Ziv has been sleeping for 10.5 hours straight for a couple of days now. He sleeps at 6pm-ish and doesn't take a peep until around 4:30. I feed him, change his nappy, then put him back in his crib so he could go back to sleep. I, meanwhile, will attach thy boobies to the pump. After 30 minutes, I either go back to sleep or start my day.

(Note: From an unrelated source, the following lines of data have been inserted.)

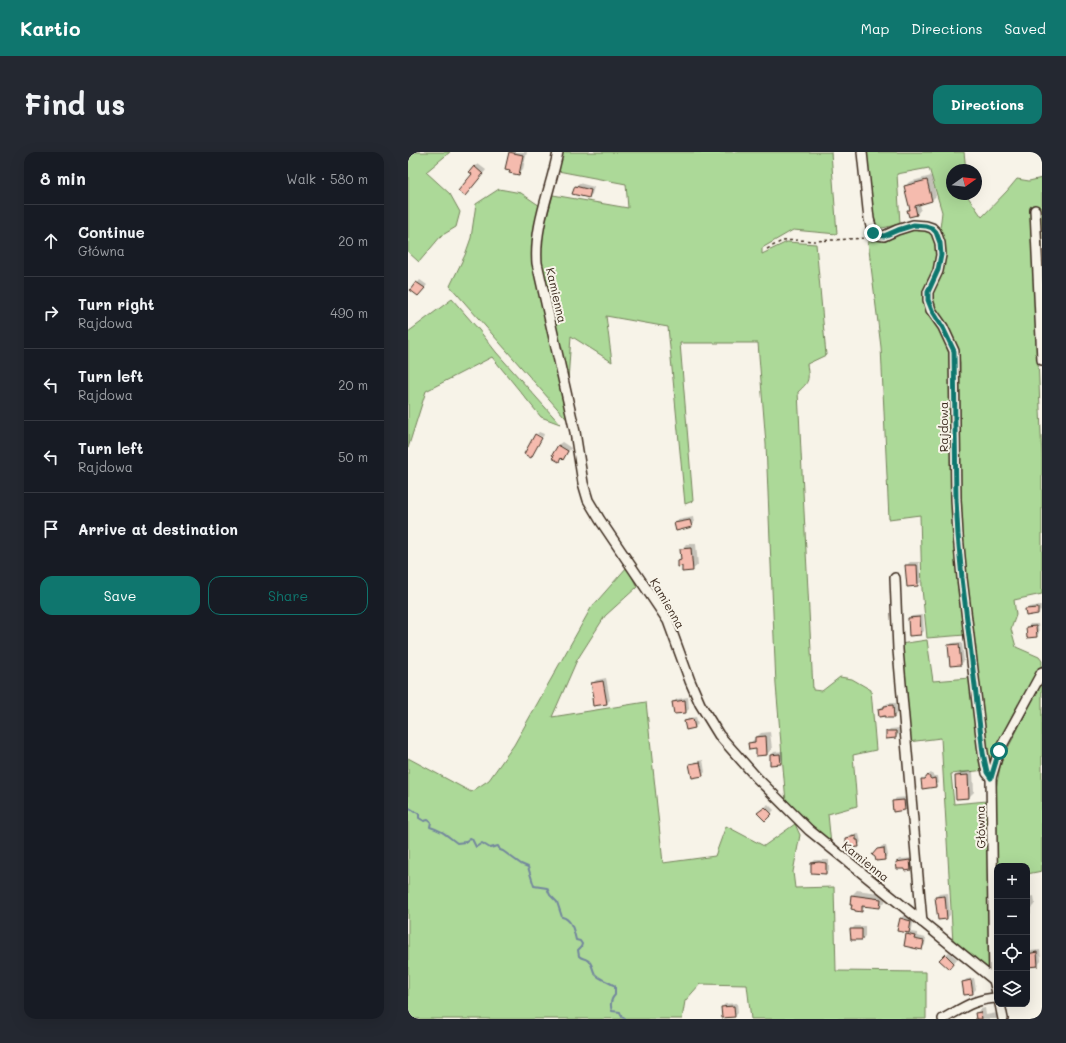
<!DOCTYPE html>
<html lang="en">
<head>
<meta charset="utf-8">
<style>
	body { margin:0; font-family:Mali,sans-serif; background:#242831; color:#f1f3f6 }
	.controls { position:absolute; right:12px; bottom:12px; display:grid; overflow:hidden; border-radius:8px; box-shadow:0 4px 16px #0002 }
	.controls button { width:36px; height:36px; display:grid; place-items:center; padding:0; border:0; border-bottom:1px solid #363941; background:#171b24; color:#f1f3f6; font:20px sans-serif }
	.compass { position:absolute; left:538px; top:12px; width:36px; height:36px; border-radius:50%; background:#171b24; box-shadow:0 4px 16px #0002; rotate:75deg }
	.stop { position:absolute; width:12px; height:12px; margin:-9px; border:3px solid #0f766e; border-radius:50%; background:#fff }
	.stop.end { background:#0f766e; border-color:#fff; box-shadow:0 1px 4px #0008 }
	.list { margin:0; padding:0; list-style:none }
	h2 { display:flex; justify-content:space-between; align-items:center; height:52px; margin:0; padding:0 16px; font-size:17px }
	h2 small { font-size:13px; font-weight:400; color:#9ea1a6 }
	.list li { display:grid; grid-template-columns:26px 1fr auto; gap:12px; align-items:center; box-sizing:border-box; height:72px; padding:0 16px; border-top:1px solid #363941 }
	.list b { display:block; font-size:15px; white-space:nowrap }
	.list p { margin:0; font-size:13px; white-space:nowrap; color:#9ea1a6 }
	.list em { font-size:13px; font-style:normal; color:#9ea1a6 }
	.actions { display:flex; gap:8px; padding:12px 16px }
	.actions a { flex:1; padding:9px 0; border:1px solid #0f766e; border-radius:12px; text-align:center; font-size:14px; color:#0f766e }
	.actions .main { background:#0f766e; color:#fff }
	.icon { flex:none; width:22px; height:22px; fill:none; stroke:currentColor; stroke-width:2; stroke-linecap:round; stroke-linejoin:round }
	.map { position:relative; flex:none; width:634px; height:867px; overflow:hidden; border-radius:12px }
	header { display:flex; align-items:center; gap:24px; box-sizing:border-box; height:56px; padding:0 20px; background:#0f766e; color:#fff }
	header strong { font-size:19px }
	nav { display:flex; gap:22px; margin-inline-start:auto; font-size:14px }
	.intro { display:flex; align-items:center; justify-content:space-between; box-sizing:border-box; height:96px; padding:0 24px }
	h1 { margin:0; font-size:28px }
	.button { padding:10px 18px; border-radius:12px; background:#0f766e; color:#fff; font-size:14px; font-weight:700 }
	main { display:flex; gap:24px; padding:0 24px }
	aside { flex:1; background:#171b24; border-radius:12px; box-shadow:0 4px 16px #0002 }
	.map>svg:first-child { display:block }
	.green { fill:#acd998; stroke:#74825b }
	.shadow { fill:#0003 }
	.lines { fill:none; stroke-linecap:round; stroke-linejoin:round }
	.stream { stroke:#73879d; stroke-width:2 }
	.building { fill:#f5bbae; stroke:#3b2a1e }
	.minor-casing { stroke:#3b2a1e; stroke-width:12 }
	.path { stroke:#3b2a1e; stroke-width:1.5; stroke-dasharray:3 3; stroke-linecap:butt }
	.minor { stroke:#f7f3e8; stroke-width:9 }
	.route { stroke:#0f766e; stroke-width:5 }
	.labels { text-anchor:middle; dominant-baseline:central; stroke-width:4; stroke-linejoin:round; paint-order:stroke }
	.street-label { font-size:12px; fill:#3b2a1e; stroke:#f7f3e8 }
</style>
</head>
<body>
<header>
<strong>Kartio</strong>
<nav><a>Map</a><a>Directions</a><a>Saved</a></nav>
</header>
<div class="intro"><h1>Find us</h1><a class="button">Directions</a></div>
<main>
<aside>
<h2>8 min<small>Walk · 580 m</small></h2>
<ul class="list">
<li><svg class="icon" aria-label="ahead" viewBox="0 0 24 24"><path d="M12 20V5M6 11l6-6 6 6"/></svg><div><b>Continue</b><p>Główna</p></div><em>20 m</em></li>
<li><svg class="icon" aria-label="right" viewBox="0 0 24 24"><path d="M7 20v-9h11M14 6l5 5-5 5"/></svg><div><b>Turn right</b><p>Rajdowa</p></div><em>490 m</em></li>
<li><svg class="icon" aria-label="left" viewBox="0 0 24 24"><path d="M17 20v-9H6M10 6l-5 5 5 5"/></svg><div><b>Turn left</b><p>Rajdowa</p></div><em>20 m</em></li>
<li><svg class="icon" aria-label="left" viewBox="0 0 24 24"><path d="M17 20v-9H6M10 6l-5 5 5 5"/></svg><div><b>Turn left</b><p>Rajdowa</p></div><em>50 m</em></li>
<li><svg class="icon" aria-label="arrive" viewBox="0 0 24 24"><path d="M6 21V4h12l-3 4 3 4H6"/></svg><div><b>Arrive at destination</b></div></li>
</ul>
<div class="actions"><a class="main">Save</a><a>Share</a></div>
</aside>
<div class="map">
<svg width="634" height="867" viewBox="0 0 634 867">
	<rect width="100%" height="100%" fill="#f7f3e8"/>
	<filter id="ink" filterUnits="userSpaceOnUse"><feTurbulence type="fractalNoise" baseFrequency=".025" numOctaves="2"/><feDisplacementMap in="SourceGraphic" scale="8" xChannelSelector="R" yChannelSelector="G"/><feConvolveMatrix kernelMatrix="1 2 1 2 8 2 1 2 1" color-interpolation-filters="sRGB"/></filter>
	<g filter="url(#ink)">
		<g class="green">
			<path d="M 0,0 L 42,0 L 18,20 L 42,42 L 52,60 L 48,75 L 33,84 L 11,110 L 0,100 Z"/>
			<path d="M 153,0 L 423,0 L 429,82 L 385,78 L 354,96 L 354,102 L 379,90 L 408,92 L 418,203 L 399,212 C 401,228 402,229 390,240 L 405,538 L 414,539 L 432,525 L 444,527 L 463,538 L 468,598 L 445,603 L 449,654 L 420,662 L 423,693 L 378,650 L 368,533 L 358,292 L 350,191 L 272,191 L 285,349 L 277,352 L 260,175 L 198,164 L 204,210 L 163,184 L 160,229 L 133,109 L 134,82 L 145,43 L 220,56 L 218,32 L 150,19 Z"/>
			<path d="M 459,0 L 556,0 L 558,18 L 544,18 L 544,42 L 560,42 L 560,45 L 574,65 L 599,39 L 609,27 L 621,29 L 634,26 L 634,127 L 630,55 L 624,54 L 634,307 L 634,442 L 606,448 L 608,463 L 603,477 L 608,495 L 631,505 L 634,509 L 634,513 L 581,610 L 577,601 L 551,348 L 552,211 L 550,195 L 523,147 L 537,106 L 532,77 L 534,60 L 521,16 L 489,22 L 492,72 L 470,77 L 465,69 Z"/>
			<path d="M 91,37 L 113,41 L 132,54 L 125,83 L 125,108 L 163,272 L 42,134 L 57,103 L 63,86 L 68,52 Z"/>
			<path d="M 517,76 C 540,93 524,119 516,140 L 543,198 L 557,483 L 519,486 L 514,437 L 512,363 L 481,367 L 473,195 L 460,90 L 478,87 L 494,79 Z"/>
			<path d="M 44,147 L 71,178 L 88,200 L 152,272 L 133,265 L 84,205 L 18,239 L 0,296 L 0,180 Z"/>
			<path d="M 219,415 L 229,435 L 197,464 L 169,508 L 144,565 L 238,550 L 255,711 L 307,704 L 318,674 L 356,694 L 387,672 L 392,683 L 385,720 L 387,736 L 426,735 L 428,819 L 518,820 L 518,867 L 343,867 L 339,833 L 292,832 L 277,849 L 274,867 L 0,867 L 0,606 L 63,640 L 81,628 L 106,593 L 183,456 Z"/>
			<path d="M 519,488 L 525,529 L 562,526 L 577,618 L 543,622 L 546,652 L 579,649 L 582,821 L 545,791 L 533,586 L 500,590 L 492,492 Z"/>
			<path d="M 634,529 L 634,719 L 619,722 L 619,714 L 589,714 L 589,727 L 587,642 L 593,610 Z"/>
		</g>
		<g class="shadow">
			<path d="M 102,0 L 119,0 L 115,17 L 110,22 L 103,17 L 98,16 Z"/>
			<path d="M 70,12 L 78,18 L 60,40 L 67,15 Z"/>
			<path d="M 523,24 L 528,44 L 524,48 L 512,51 L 513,57 L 509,62 L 500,59 L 502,57 L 497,35 L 501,30 Z"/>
			<path d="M 171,31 L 186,35 L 184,42 L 181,45 L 168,34 Z"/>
			<path d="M 12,128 L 19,133 L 13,140 L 4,138 Z"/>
			<path d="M 131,280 L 136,282 L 135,285 L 129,282 Z"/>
			<path d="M 154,290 L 163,296 L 158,303 L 151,309 L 150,293 Z"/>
			<path d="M 285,365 L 286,371 L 283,375 L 267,371 L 270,368 Z"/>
			<path d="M 278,392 L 288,392 L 290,413 L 284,418 L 274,413 L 271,409 L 274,406 L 273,398 Z"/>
			<path d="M 502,410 L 511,410 L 513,430 L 509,433 L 498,414 Z"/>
			<path d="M 633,453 L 633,458 L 630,461 L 618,458 L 621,455 Z"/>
			<path d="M 515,463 L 516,479 L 513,482 L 501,467 L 504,464 Z"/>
			<path d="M 622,472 L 630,472 L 631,481 L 628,484 L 619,476 Z"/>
			<path d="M 554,490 L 556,509 L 553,512 L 541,494 L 544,491 Z"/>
			<path d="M 198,526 L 202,548 L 198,552 L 187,544 L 185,531 L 188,528 Z"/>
			<path d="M 280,545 L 281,557 L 278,560 L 267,561 L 265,550 L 269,547 Z"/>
			<path d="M 480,551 L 488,551 L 489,561 L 486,565 L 478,563 L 471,557 Z"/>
			<path d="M 288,565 L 290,572 L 287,575 L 278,569 L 281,566 Z"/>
			<path d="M 491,576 L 491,582 L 488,585 L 479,580 L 482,577 Z"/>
			<path d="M 362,580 L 364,597 L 359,602 L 342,591 L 353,581 Z"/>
			<path d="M 375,599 L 375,607 L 372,611 L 363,603 L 366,600 Z"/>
			<path d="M 295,608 L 297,620 L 294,624 L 282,613 L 286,610 Z"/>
			<path d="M 553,619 L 565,619 L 566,640 L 561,645 L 549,646 L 548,624 Z"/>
			<path d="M 523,621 L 526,624 L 530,624 L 531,631 L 528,634 L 514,628 Z"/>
			<path d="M 499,645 L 499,654 L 496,657 L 485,650 L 488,646 Z"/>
			<path d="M 360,652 L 366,658 L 357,668 L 351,662 Z"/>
			<path d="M 451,682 L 453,690 L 450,694 L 439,686 L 442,683 Z"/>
			<path d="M 474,694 L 478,694 L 480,703 L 476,707 L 468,704 L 470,698 Z"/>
			<path d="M 505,706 L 505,714 L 503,717 L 498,716 L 489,710 L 492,707 Z"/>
			<path d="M 407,708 L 421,708 L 421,718 L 418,721 L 404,711 Z"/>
			<path d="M 449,738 L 478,742 L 477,750 L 472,755 L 459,753 L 453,759 L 444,743 Z"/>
			<path d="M 540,741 L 542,763 L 539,766 L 528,745 L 531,742 Z"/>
			<path d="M 626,744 L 627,752 L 623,756 L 623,761 L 619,765 L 619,745 Z"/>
			<path d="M 496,763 L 506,766 L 504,777 L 502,780 L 509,781 L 509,784 L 518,786 L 517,793 L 514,796 L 499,783 L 501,780 L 490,778 L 493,766 Z"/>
			<path d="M 447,774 L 457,774 L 457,784 L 454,787 L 443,778 Z"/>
			<path d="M 632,798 L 633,809 L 630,813 L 619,814 L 619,802 L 623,799 Z"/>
			<path d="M 541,800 L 549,807 L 541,816 L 532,808 Z"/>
			<path d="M 566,826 L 568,837 L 565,841 L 555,830 L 559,827 Z"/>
			<path d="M 329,851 L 330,861 L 327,864 L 314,855 L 317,852 Z"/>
			<path d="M 577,856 L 578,863 L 589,861 L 590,867 L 569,867 L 568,861 L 573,857 Z"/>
		</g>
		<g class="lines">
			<path class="stream" d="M 0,655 L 11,662 L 11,666 L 16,669 L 20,668 L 23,670 L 22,675 C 35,679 38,683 49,691 L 57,690 L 62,686 L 64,687 L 68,695 L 74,691 L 82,696 L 90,694 L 92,698 L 95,699 L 113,712 L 120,715 L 126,734 L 139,736 L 142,743 L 149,750 L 154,765 C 164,767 166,780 168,788 L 172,789 L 174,792 L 173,795 L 170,798 L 171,804 C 174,807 176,806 179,808 C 185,811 184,818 187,822 C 191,827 201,830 207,834 L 207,843 C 202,848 202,853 204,859 L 212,860 L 214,865 L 217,867"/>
		</g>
		<g class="building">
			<path d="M 101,0 L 115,3 L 111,23 L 101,21 L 102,18 L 97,17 Z"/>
			<path d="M 66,14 L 75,22 L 57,44 L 50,39 L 64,22 L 61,20 Z"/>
			<path d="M 519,28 L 524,49 L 507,54 L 509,63 L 501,65 L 499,58 L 502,58 L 496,34 Z"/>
			<path d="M 167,34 L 183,38 L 181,46 L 164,42 Z"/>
			<path d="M 8,130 L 17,136 L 10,144 L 2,138 Z"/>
			<path d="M 127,282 L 134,286 L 123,306 L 116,302 Z"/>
			<path d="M 150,293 L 160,299 L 155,308 L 153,306 L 151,310 L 144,306 L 146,304 L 144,303 Z"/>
			<path d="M 282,368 L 284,375 L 268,379 L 266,371 Z"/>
			<path d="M 283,396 L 285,419 L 274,420 L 274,414 L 270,415 L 270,409 L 273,408 L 272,397 Z"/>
			<path d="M 497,413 L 509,413 L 510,434 L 499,435 Z"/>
			<path d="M 630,456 L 630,462 L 618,464 L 617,457 Z"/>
			<path d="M 512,465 L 513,483 L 501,484 L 500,466 Z"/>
			<path d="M 628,474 L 629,485 L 619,486 L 618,475 Z"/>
			<path d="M 551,492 L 553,513 L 542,514 L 540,493 Z"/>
			<path d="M 195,529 L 199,552 L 185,554 L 184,546 L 186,545 L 183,531 Z"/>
			<path d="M 277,548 L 278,561 L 266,562 L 264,550 Z"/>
			<path d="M 485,553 L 486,566 L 477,566 L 477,564 L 471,565 L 470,557 L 476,556 L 476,554 Z"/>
			<path d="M 285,567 L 287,576 L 278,578 L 276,569 Z"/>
			<path d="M 478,579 L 488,579 L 488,586 L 478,587 Z"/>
			<path d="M 358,584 L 359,603 L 348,604 L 348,597 L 341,598 L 340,591 L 347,590 L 347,585 Z"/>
			<path d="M 372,602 L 373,612 L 362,613 L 362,603 Z"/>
			<path d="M 292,610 L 295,624 L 284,626 L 281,612 Z"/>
			<path d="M 520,623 L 523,627 L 527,626 L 528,635 L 514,637 L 513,627 L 517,627 Z"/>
			<path d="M 560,623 L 561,646 L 548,647 L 547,624 Z"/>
			<path d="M 496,648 L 497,658 L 485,660 L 484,649 Z"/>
			<path d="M 357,655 L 364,662 L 357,669 L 349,661 Z"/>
			<path d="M 448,684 L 448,688 L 450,688 L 451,695 L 440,696 L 438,691 L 438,686 Z"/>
			<path d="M 476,696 L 477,708 L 468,709 L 467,705 L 464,703 L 469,697 Z"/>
			<path d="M 502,708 L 503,718 L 497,719 L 497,717 L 489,717 L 488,710 Z"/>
			<path d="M 411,710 L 418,711 L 418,722 L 403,721 L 403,711 Z"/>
			<path d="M 443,743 L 473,747 L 472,756 L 454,754 L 454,760 L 447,759 L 447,758 L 443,757 L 444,753 L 442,753 Z"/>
			<path d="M 537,744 L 539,767 L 530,768 L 527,745 Z"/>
			<path d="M 492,766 L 503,769 L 501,781 L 489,779 Z"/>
			<path d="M 442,777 L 454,777 L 454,788 L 443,788 Z"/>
			<path d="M 498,782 L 507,784 L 506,787 L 516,789 L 514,798 L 496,794 Z"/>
			<path d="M 629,800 L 630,814 L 619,815 L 619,802 Z"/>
			<path d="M 537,802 L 546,811 L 541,817 L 531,808 Z"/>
			<path d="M 563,828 L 565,842 L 556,843 L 554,830 Z"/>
			<path d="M 326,854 L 327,865 L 314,866 L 313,855 Z"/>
			<path d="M 573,860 L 574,867 L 568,867 L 567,861 Z"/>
		</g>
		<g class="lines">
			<g class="minor-casing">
				<g id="minor">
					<path d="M 150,0 C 143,37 126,73 129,111 L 167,280 L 175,331 L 180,348 L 192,368 L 260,469 L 282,529 L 292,552 L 311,583 L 349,626 L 401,678 L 586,828"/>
					<path d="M 454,0 L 461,67 L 465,81 L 470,83 L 476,84 L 489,78 L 505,73 L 518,74 L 524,76 L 528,80 L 532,91 L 533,103 L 530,119 L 520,140 L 520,148 L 523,158 L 535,175 L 546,199 L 548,347 L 550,383 L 554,426 L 575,601 L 579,621 L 583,626"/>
					<path d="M 627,58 L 634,208"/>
					<path d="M 487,426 L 490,498 L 514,770"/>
					<path d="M 589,841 L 586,828 L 583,626 L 591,599 L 634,520"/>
					<path d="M 592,852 L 595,867"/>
					<path d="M 535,867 C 555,856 566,847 589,846"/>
				</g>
			</g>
			<path class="path" d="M 359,97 L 374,89 L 390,88 L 407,89 L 459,86"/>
			<use href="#minor" class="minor"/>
		</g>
	</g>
	<g class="lines" filter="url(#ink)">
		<path class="route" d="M 465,81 L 470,83 L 476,84 L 490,78 L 506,73 L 518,74 L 524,76 L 528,80 L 532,91 L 533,103 L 530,118 L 520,140 L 520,148 L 524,158 L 535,176 L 546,199 L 548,347 L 550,383 L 554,426 L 575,601 L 579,620 L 583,626 L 591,599"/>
	</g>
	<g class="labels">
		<g class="street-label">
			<text transform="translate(149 143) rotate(77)">Kamienna</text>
			<text transform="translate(535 275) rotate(-90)">Rajdowa</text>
			<text transform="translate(260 451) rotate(60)">Kamienna</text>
			<text transform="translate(572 675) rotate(-91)">Główna</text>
			<text transform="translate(458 709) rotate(39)">Kamienna</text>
		</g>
	</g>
</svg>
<div class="controls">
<button>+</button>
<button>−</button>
<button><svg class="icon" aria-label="locate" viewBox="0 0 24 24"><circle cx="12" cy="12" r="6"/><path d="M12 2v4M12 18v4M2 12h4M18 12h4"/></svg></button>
<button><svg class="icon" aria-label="layers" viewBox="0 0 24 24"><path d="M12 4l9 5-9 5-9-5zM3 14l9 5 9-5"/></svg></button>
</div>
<svg class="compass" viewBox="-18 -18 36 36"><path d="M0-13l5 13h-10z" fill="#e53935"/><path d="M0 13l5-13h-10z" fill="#9ea1a6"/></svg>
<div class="stop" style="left:591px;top:599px"></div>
<div class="stop end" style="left:465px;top:81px"></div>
</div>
</main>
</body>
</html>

I don't mind early mornings. I've always been an early riser and I really like starting the day before Ziv and his dad are up so I can have some time for myself. These quiet moments don't come by as easily as they used to so they're more precious when they're here. It's during these times when I can reconnect with myself and be me again--neither the mom nor the wife.
Just ME.
It is also during these moments when I don't want anything from myself. I don't want me to do the chores. I don't even want me to think about the chores. I just stop and luxuriate in all this, hmm, stillness. It's so peaceful here. No loud sounds, just the ticking of the clock and the humming of the refrigerator in the background. And the rain. Not the harsh, end-of-the-world kind, but the soft, calming kind.
This is the perfect time to meditate.
And pray.
And then to indulge in a warm cup of coffee.
Times like these make me feel really blessed and happy.